-------- Records to use

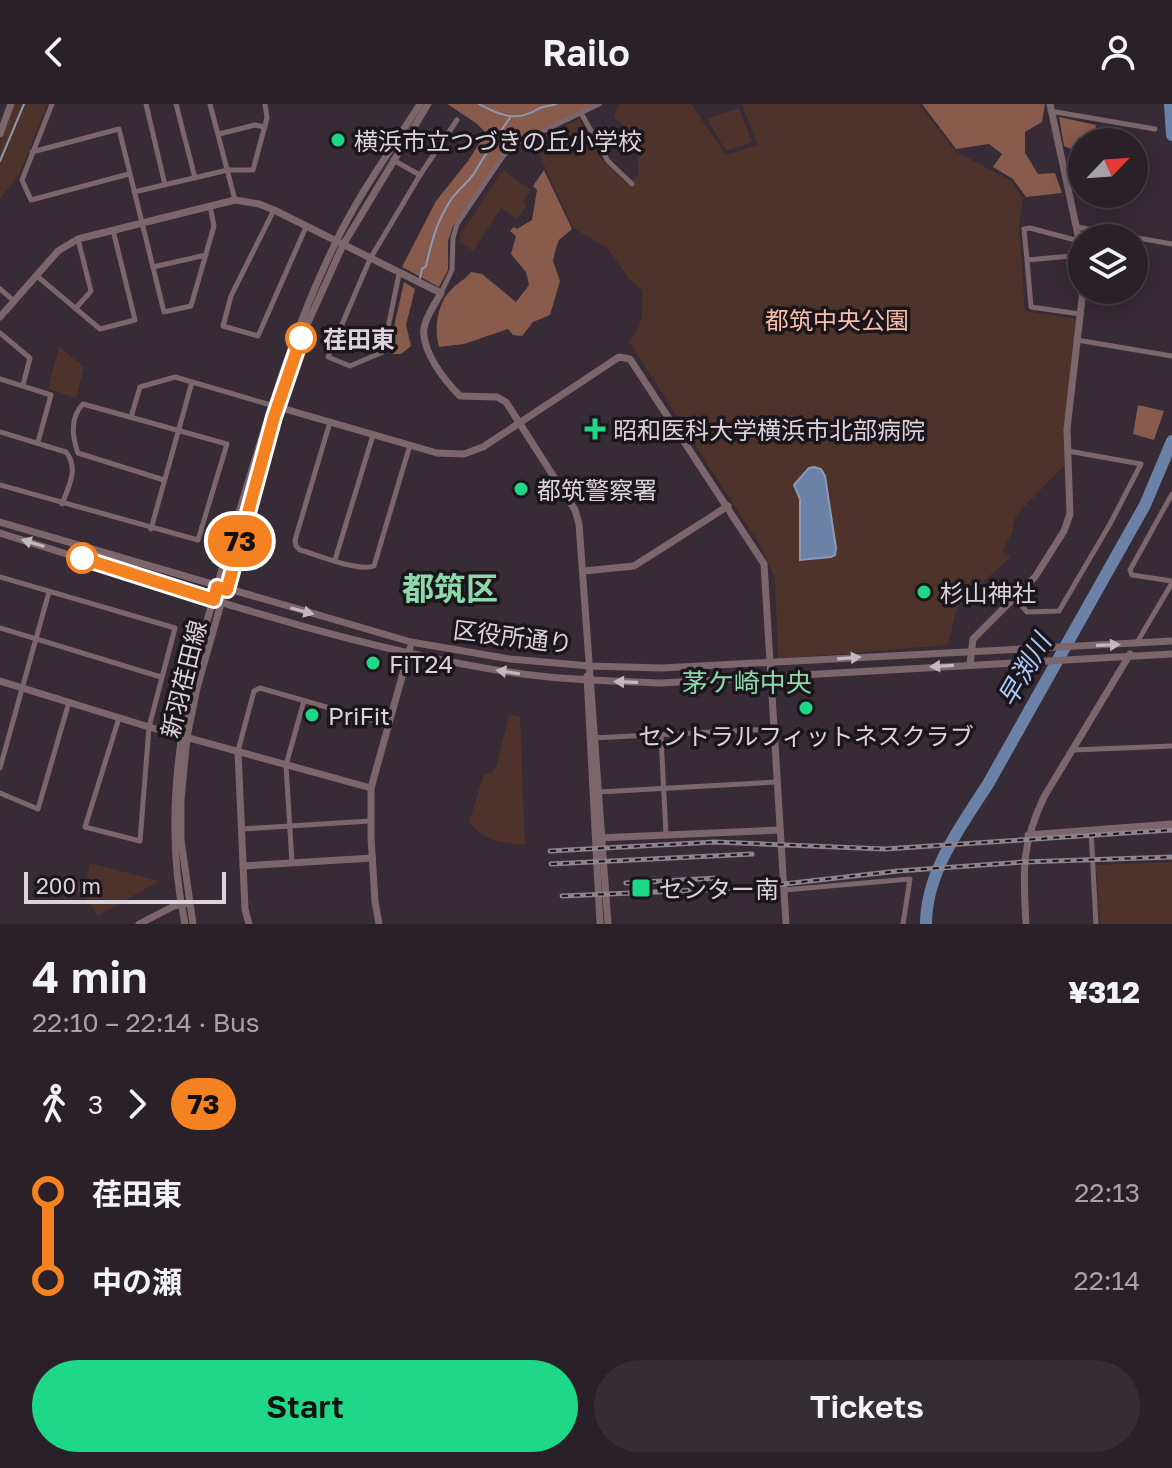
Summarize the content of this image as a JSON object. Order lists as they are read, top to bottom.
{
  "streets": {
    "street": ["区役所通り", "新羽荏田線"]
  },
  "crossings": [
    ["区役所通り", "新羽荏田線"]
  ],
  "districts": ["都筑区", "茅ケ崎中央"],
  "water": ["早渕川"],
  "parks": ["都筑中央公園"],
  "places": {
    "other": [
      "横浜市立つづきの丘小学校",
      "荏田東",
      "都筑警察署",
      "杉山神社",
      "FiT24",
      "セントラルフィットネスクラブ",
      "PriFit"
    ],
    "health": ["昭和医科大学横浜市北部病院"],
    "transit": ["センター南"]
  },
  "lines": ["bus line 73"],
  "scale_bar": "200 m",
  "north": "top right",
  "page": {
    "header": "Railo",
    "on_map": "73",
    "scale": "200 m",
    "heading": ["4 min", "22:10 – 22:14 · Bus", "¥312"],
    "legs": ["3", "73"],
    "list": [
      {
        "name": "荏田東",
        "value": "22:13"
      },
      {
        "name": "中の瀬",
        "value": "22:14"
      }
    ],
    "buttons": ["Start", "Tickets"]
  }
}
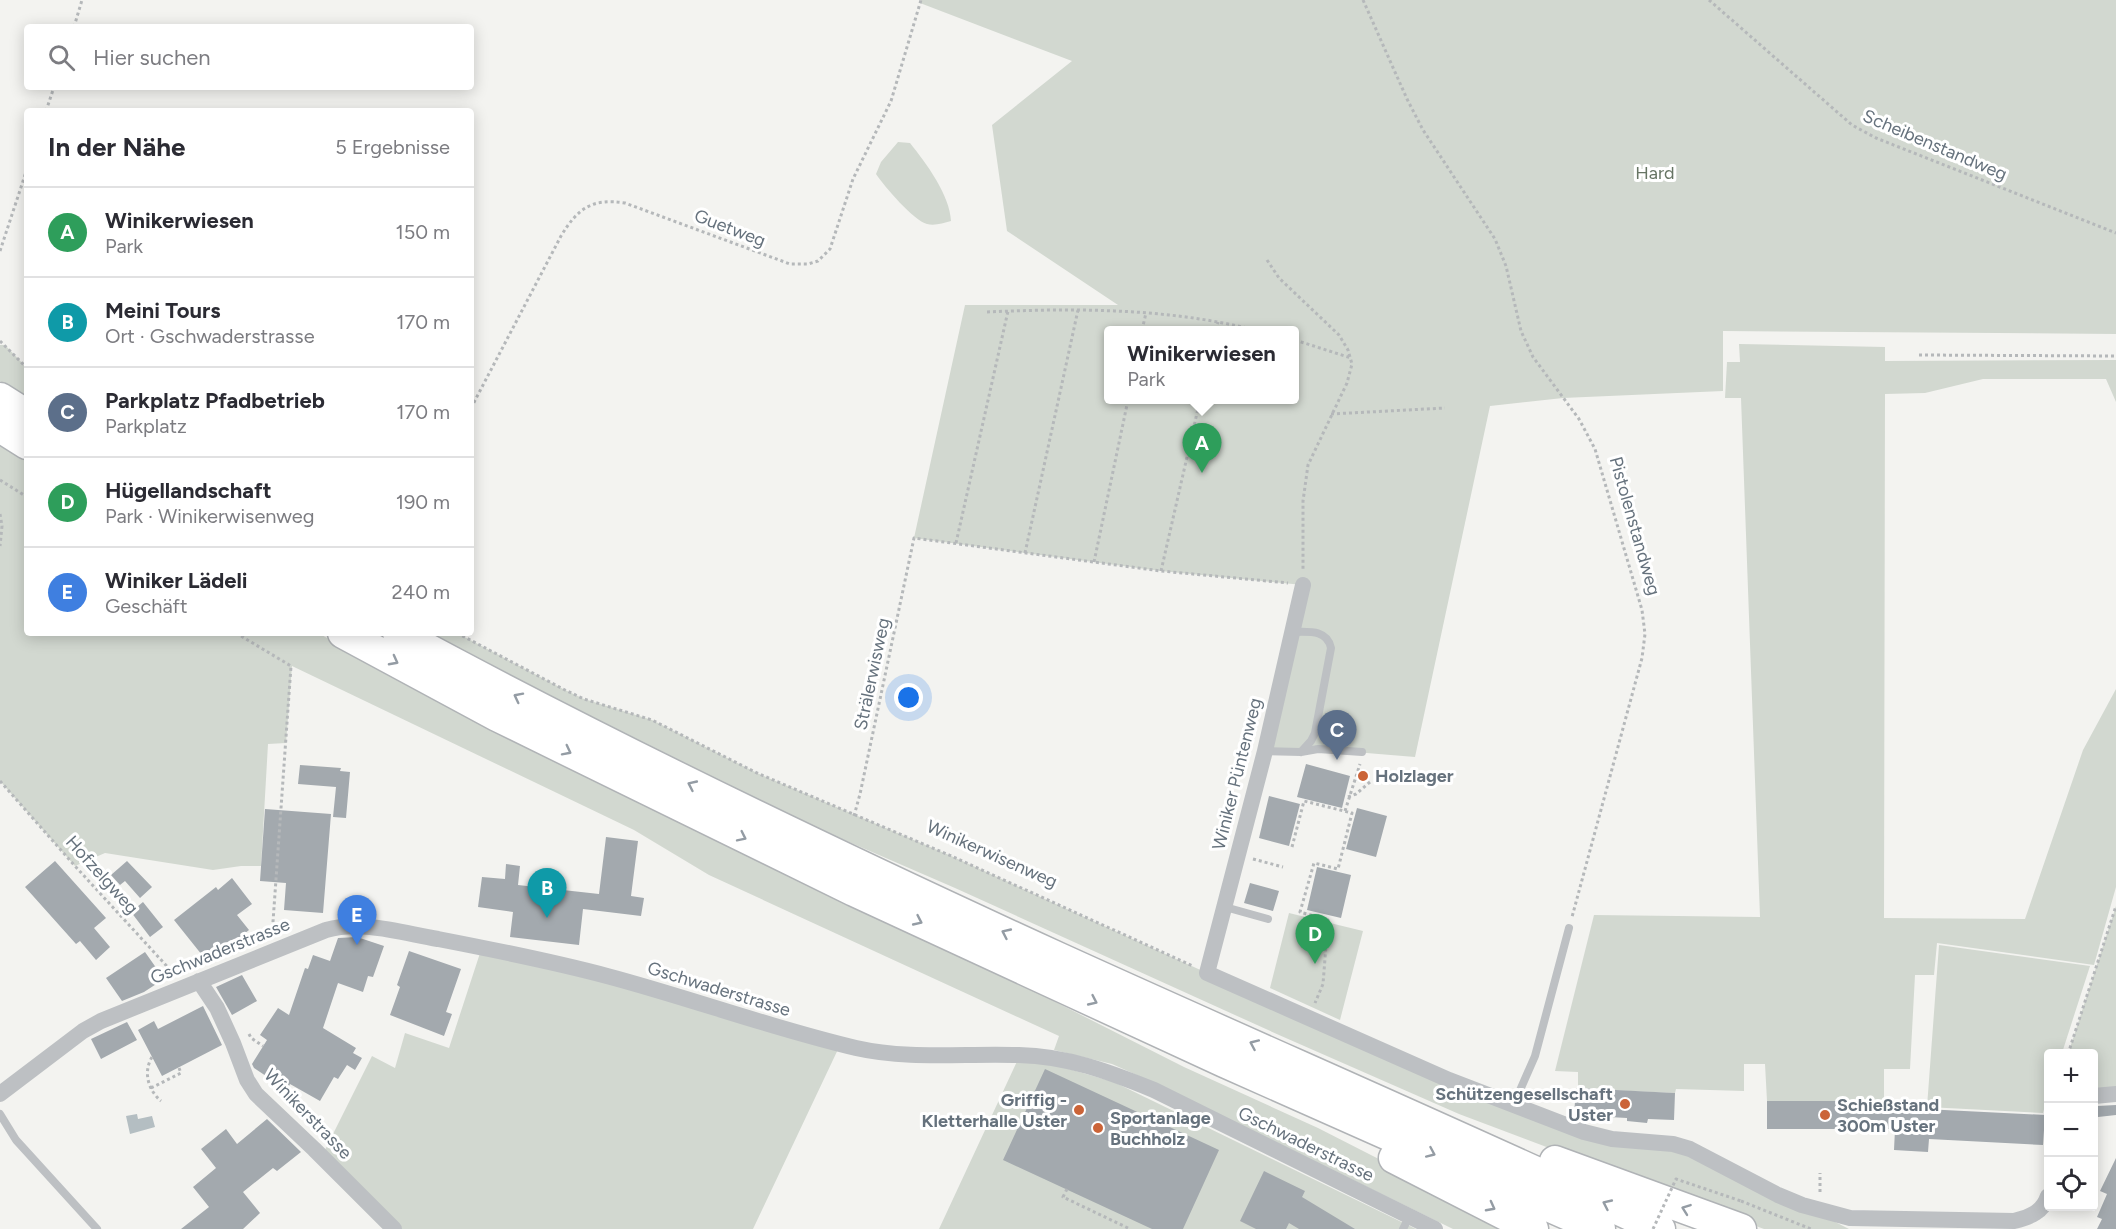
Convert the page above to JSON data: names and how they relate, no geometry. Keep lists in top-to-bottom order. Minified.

----------------
-------- Records to use

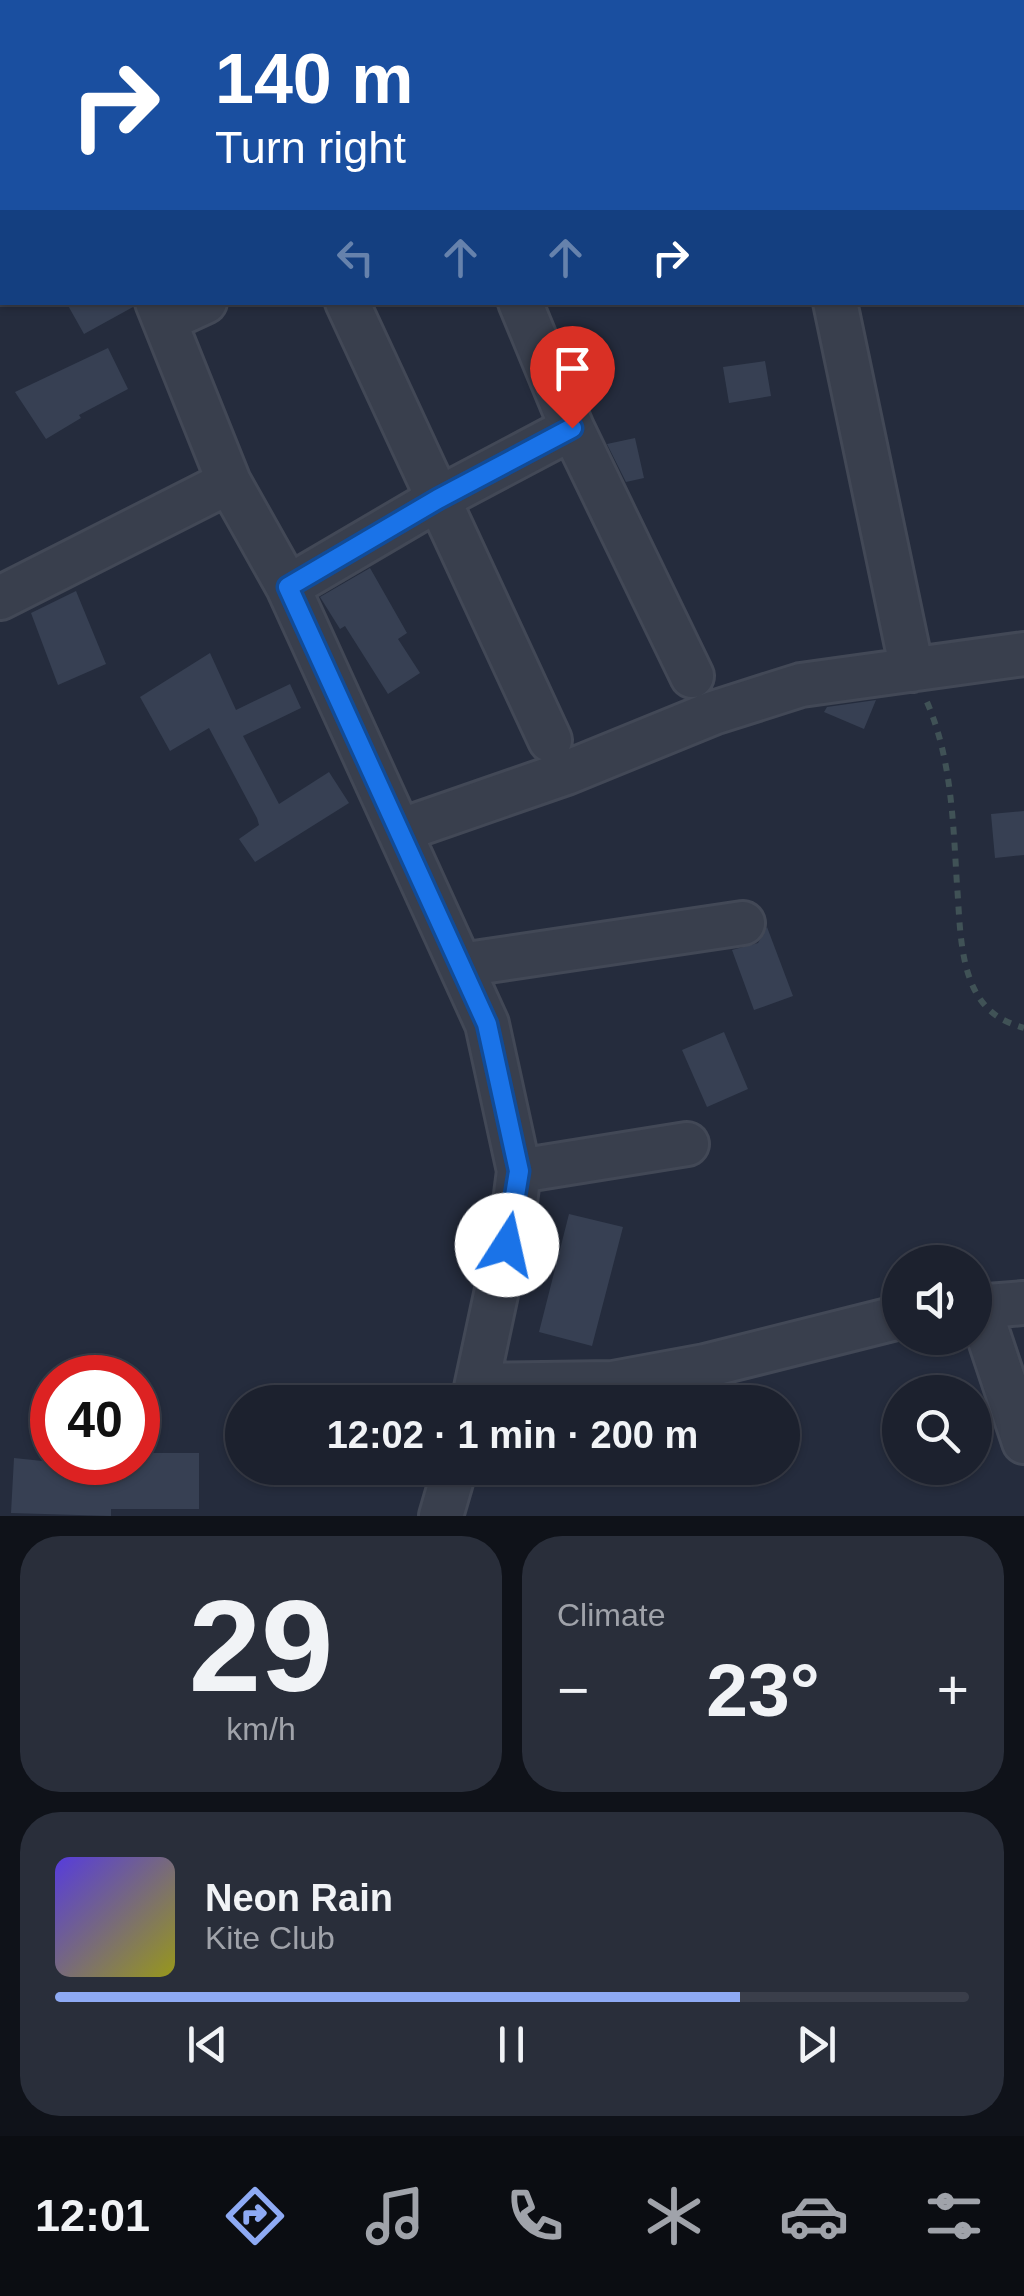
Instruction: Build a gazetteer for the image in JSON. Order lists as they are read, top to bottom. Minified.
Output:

----------------
-------- Records to use

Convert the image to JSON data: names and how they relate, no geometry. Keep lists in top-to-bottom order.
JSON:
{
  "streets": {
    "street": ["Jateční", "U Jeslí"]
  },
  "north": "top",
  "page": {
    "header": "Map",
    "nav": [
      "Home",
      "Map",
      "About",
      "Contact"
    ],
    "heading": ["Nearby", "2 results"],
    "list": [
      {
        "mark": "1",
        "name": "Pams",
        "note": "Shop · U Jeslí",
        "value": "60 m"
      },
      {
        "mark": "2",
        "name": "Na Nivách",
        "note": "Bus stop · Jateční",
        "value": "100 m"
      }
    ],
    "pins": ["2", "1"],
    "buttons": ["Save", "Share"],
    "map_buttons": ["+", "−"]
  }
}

----------------

Where the string "Minified" appears in a line of the entries above, return that line.

Convert the page above to JSON data: names and how they relate, no geometry. Keep lists in top-to-bottom order. Minified.
Instruction: Build a gazetteer for the image in JSON. Order lists as they are read, top to bottom. Minified.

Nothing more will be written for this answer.